Originally Posted by Chuckanut
I first read about this tactic years ago in the book "The Only Investment Guide You'll Ever Need" by Andrew Tobias. I think the author must have been a BogleHead even if they had not yet been invented. He noted that a famous multi-millionaire (back when a million dollars was worth something) got a better return on his mouthwash - which he bought by the case to get a big discount - than on his investment portfolio! As mentioned above, the discount return was also tax-free!!
I actually learned about this form of saving from my dad back in the late 60's/early '70s when inflation was "raging" at 3%! His other reason for "hoarding" was that he had survived (and I mean that in the literal sense) the depression. While saved money in the depression actually appreciated, no one he knew had any of it. So, anyone with food was a "king". He looked at his little "grocery store" cabinet as a savings account AND a life-line.

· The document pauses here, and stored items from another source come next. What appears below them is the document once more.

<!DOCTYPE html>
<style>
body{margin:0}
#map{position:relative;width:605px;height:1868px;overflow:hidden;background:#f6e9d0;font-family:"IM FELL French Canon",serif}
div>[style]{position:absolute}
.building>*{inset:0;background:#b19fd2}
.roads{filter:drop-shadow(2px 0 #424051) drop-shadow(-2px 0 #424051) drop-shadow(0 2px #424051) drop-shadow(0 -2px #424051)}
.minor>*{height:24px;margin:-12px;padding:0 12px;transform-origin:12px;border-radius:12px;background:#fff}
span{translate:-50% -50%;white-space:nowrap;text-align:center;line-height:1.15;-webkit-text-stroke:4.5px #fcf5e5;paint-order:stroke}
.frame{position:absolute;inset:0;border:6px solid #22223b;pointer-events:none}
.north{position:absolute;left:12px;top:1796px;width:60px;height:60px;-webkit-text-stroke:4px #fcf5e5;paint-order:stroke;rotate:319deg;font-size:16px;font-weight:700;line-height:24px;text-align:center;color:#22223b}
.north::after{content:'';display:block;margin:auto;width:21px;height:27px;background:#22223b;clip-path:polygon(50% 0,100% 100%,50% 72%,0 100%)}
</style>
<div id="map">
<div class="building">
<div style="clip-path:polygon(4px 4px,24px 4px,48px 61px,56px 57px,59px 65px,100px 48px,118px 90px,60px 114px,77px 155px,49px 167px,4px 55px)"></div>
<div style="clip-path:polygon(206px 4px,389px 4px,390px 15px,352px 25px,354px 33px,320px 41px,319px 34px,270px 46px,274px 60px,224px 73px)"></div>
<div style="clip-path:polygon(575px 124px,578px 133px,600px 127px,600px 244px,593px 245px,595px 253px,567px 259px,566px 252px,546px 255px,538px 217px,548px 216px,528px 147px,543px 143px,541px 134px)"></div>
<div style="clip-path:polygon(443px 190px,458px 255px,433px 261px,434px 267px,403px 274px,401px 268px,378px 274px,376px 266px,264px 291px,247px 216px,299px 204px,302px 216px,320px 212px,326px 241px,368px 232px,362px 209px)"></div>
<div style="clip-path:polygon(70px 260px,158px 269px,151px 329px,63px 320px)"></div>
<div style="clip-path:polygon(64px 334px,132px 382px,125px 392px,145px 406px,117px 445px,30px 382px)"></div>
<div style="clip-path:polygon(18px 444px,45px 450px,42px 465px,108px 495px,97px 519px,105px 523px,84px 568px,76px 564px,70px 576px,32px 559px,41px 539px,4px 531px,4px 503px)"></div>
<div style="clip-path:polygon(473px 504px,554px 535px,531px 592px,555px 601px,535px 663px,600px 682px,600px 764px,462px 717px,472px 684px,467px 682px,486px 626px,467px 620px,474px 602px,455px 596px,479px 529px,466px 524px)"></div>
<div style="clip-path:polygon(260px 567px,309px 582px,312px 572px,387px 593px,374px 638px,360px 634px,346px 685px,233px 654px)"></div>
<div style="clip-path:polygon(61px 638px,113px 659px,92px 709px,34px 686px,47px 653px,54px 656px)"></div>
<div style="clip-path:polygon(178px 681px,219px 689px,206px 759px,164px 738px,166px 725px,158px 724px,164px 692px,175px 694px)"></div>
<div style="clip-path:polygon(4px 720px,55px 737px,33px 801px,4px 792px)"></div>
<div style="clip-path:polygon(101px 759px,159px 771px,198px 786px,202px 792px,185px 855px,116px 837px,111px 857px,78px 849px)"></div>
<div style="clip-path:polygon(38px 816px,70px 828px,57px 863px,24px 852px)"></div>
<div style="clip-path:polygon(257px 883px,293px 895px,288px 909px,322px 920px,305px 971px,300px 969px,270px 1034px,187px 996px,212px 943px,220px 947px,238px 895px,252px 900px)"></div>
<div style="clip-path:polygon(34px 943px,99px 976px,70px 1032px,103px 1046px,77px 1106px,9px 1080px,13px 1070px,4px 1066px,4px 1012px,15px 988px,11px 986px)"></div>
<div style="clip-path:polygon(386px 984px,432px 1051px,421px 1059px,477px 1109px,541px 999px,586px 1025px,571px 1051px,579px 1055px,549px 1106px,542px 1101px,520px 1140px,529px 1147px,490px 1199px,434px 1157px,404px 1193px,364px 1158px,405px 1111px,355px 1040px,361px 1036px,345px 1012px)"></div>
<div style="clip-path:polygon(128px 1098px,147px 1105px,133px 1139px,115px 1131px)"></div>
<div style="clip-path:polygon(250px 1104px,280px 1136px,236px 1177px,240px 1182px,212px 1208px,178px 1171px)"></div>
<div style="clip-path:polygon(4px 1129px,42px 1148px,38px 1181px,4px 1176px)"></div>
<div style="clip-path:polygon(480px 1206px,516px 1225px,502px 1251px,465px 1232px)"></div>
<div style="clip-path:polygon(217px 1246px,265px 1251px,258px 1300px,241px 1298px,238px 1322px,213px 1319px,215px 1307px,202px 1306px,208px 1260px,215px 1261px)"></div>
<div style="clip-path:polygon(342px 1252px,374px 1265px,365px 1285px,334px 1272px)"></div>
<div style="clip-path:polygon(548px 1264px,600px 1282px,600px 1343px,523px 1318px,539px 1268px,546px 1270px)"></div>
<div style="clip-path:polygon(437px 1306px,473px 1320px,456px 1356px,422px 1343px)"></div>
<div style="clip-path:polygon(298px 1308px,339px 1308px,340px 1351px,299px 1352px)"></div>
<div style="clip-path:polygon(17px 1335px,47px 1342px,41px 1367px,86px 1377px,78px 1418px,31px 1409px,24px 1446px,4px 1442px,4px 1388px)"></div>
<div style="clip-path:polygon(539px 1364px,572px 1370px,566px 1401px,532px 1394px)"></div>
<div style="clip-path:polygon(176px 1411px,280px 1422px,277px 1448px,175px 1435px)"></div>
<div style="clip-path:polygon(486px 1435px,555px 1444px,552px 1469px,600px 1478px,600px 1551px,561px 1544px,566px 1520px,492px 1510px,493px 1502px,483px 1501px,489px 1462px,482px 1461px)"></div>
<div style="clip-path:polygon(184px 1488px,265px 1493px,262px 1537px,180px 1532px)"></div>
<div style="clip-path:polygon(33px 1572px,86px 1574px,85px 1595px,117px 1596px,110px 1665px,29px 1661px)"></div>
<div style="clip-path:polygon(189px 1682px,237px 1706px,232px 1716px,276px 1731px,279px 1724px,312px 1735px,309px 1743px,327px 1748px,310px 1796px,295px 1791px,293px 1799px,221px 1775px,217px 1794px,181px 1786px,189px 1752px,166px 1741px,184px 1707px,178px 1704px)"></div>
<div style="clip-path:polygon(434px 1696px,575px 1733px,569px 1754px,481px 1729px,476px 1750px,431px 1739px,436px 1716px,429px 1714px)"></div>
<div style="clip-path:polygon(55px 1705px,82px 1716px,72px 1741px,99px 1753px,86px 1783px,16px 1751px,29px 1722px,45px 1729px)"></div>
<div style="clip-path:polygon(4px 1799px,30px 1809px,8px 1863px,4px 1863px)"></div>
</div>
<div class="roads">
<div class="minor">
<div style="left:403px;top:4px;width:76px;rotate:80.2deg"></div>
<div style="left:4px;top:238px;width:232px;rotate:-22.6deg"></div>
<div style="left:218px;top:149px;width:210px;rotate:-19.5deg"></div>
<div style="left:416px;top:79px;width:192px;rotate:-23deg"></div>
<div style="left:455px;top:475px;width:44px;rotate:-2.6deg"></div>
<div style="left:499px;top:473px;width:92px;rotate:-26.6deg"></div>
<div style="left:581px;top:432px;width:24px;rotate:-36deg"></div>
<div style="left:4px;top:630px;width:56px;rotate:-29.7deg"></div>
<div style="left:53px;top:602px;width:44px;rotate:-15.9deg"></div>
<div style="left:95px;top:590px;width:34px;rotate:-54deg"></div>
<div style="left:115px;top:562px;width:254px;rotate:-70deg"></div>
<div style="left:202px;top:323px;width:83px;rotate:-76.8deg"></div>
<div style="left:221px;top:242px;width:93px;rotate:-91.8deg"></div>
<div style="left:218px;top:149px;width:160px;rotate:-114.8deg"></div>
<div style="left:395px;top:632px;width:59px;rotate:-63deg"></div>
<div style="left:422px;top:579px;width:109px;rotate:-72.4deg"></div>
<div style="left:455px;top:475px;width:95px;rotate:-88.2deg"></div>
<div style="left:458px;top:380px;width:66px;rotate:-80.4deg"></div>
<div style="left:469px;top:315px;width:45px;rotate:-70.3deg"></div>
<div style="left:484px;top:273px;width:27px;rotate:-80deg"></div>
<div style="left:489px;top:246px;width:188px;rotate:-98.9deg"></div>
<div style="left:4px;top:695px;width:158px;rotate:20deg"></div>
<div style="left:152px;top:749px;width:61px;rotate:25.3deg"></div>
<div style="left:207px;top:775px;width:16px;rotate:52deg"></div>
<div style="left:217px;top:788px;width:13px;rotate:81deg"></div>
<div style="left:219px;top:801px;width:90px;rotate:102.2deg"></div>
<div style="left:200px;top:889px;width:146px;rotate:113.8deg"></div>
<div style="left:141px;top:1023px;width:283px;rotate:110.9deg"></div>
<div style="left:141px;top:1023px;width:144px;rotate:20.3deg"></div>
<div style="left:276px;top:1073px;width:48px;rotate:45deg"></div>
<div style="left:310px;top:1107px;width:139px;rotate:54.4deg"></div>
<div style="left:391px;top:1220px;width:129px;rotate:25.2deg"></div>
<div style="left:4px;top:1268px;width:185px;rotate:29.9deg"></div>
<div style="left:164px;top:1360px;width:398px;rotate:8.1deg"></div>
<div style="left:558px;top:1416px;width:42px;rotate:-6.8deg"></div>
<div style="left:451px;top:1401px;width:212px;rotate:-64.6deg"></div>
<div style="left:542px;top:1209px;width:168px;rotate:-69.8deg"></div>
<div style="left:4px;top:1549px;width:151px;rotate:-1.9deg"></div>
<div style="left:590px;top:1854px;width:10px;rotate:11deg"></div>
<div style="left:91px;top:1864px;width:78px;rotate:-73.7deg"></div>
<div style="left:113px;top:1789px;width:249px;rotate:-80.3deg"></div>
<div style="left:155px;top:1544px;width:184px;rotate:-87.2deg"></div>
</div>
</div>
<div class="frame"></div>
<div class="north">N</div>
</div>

Later in the '70s, I heard this savings method codified by a guy named Howard Ruff. Sure didn't buy into everything he suggested, but I liked the idea of having at least one other "game" to play when it came to cash management.

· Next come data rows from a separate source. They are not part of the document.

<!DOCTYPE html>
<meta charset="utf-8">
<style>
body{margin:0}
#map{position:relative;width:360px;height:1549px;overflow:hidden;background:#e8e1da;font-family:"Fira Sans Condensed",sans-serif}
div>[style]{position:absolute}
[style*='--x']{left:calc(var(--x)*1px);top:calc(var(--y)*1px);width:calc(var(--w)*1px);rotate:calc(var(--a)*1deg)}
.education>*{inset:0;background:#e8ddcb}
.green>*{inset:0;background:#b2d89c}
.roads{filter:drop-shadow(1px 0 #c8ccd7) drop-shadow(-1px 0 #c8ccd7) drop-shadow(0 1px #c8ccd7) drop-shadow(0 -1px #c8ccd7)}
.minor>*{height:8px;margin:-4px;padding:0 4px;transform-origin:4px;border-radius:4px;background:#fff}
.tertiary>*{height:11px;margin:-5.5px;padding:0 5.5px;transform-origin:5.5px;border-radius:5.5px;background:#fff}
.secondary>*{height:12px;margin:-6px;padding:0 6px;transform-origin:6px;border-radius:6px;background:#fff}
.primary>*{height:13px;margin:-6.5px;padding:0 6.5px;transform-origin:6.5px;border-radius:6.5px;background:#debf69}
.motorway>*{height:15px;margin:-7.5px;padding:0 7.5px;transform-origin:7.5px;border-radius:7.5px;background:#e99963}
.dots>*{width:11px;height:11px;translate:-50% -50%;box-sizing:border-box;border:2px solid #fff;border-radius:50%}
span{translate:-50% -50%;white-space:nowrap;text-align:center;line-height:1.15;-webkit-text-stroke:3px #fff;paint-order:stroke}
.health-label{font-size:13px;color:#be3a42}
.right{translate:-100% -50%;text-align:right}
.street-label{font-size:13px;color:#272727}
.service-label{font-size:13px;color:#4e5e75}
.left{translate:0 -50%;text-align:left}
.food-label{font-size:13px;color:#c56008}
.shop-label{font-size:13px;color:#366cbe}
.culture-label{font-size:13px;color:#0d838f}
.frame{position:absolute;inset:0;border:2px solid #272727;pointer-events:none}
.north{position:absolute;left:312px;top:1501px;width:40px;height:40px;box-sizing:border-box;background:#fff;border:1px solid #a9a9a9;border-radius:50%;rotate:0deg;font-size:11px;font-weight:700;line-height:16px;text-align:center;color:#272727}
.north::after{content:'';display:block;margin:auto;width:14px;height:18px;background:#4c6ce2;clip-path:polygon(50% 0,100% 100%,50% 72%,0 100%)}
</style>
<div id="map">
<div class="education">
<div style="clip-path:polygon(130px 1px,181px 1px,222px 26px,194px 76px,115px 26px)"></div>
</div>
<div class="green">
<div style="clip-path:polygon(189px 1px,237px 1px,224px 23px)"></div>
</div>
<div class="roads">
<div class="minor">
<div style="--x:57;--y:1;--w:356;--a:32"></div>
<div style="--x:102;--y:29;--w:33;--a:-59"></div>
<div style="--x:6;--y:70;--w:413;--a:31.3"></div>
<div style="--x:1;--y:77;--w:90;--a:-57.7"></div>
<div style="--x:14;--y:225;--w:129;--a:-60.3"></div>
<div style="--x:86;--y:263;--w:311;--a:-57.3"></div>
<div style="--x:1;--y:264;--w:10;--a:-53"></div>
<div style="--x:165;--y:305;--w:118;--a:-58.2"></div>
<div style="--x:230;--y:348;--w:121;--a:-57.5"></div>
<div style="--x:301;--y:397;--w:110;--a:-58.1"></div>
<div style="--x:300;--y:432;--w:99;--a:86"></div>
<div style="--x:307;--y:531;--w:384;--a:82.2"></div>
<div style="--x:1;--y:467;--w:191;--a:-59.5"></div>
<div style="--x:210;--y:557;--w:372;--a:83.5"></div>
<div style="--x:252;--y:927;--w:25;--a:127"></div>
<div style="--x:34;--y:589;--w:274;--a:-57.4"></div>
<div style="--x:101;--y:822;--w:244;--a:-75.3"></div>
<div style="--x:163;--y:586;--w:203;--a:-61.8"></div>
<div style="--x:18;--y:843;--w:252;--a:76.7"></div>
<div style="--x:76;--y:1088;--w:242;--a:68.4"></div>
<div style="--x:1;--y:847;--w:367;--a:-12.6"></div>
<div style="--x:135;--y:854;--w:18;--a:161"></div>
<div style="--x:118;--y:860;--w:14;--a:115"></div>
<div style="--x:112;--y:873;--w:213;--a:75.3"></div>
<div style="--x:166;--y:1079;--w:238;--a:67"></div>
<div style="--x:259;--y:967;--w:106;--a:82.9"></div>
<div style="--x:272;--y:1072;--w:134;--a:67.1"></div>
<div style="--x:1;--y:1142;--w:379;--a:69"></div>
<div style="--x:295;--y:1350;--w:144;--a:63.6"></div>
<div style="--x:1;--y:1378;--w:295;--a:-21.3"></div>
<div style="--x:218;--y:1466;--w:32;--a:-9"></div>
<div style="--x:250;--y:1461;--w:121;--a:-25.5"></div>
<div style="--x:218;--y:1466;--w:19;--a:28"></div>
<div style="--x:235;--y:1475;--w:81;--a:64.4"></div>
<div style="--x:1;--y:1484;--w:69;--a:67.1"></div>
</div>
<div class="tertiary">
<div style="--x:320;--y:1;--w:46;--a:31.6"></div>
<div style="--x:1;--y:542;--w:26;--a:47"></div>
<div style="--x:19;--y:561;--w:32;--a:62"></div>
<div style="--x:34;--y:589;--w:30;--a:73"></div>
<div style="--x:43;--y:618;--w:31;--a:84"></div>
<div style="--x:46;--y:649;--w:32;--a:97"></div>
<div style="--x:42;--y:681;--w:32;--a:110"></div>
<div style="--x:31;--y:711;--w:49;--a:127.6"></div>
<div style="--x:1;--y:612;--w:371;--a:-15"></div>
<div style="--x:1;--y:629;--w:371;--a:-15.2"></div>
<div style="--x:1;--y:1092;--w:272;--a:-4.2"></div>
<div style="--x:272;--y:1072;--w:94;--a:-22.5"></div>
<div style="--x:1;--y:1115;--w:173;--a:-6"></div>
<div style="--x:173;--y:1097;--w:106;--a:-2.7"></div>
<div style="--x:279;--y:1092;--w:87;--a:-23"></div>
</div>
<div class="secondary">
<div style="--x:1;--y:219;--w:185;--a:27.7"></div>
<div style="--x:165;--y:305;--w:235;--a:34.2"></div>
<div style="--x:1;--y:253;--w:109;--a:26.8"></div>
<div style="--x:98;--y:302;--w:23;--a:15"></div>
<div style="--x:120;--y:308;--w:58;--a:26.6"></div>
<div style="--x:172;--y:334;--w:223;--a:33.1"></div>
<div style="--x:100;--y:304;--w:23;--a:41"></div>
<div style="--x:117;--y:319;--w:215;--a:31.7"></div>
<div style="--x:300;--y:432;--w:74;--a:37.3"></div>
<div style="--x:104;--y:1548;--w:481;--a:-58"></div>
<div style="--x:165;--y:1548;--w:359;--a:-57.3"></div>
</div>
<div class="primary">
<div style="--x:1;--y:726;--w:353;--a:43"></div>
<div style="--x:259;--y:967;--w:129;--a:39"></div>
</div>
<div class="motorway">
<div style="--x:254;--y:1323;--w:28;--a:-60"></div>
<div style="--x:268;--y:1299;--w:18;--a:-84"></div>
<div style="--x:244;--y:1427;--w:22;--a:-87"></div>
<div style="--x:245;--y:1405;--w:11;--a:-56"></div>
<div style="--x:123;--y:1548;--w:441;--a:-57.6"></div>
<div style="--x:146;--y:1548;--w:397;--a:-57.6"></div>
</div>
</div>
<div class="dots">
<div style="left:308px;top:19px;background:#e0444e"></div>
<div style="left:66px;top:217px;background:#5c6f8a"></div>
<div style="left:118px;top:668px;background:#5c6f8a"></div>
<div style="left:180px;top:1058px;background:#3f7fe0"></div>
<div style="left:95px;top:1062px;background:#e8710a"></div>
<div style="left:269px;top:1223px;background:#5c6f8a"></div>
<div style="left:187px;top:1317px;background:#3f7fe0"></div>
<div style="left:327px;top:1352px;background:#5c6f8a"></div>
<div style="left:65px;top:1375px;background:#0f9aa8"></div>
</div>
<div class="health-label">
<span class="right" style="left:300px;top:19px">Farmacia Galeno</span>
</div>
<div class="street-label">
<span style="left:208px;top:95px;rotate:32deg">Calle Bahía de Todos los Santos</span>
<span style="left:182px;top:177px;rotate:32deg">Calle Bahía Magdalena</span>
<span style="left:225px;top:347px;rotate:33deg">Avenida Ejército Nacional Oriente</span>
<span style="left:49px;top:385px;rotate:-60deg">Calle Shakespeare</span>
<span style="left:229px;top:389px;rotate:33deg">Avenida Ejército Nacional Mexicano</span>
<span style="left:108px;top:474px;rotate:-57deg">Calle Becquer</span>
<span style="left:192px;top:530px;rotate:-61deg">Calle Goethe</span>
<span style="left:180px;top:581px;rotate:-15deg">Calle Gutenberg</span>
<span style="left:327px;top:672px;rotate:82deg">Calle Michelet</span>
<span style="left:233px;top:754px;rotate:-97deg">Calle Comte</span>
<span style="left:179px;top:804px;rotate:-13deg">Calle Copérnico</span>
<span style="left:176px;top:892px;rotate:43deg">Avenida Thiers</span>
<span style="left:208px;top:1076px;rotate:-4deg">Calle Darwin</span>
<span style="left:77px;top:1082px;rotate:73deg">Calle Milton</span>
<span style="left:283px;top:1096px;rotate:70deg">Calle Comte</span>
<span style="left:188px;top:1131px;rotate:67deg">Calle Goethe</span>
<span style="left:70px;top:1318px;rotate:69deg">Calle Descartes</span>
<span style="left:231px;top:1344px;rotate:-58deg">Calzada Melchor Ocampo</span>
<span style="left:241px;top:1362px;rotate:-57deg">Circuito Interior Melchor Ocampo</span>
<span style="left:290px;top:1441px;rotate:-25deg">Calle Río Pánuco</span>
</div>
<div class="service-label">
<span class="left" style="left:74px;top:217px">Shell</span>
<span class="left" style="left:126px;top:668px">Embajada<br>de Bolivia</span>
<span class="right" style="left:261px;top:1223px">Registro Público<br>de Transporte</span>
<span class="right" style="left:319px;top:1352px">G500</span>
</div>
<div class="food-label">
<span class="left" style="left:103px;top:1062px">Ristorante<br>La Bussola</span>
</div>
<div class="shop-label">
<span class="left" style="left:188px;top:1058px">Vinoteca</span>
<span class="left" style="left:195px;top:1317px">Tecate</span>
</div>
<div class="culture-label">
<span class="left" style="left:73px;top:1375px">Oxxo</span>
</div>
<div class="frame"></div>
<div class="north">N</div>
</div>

I like the idea of buying the Forever Stamps as well. I've done that each time a price hike is announced.
Nords, I know that our inflation is nowhere near what it was back in 1982, but my personal inflation has been running pretty hot lately. Combine that with the lack of "inflation" of assets and it makes one think creatively about how to deal with these issues.
Also, I like to have a little more control over "things". I can't control when Discover or ING will (again) lower their interest rates, but I can control and manage what I purchase to a large extent. Items I know to be vulnerable to inflation, I tend to stock up on. YMMV.